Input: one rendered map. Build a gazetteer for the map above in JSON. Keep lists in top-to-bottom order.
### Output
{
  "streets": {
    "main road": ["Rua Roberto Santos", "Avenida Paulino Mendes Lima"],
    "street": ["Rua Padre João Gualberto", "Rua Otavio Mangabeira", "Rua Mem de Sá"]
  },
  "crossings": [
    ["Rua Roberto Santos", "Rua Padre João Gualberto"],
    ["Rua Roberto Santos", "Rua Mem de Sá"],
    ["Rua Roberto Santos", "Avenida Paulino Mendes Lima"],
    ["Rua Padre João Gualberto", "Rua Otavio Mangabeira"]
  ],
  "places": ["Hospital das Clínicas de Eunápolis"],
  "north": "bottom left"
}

-=-=-=-=-

(Exercise brief): Go through the records above and repeat each one exactly.

(Result for this exercise):
Input: one rendered map. Build a gazetteer for the map above in JSON. Keep lists in top-to-bottom order.
### Output
{
  "streets": {
    "main road": ["Rua Roberto Santos", "Avenida Paulino Mendes Lima"],
    "street": ["Rua Padre João Gualberto", "Rua Otavio Mangabeira", "Rua Mem de Sá"]
  },
  "crossings": [
    ["Rua Roberto Santos", "Rua Padre João Gualberto"],
    ["Rua Roberto Santos", "Rua Mem de Sá"],
    ["Rua Roberto Santos", "Avenida Paulino Mendes Lima"],
    ["Rua Padre João Gualberto", "Rua Otavio Mangabeira"]
  ],
  "places": ["Hospital das Clínicas de Eunápolis"],
  "north": "bottom left"
}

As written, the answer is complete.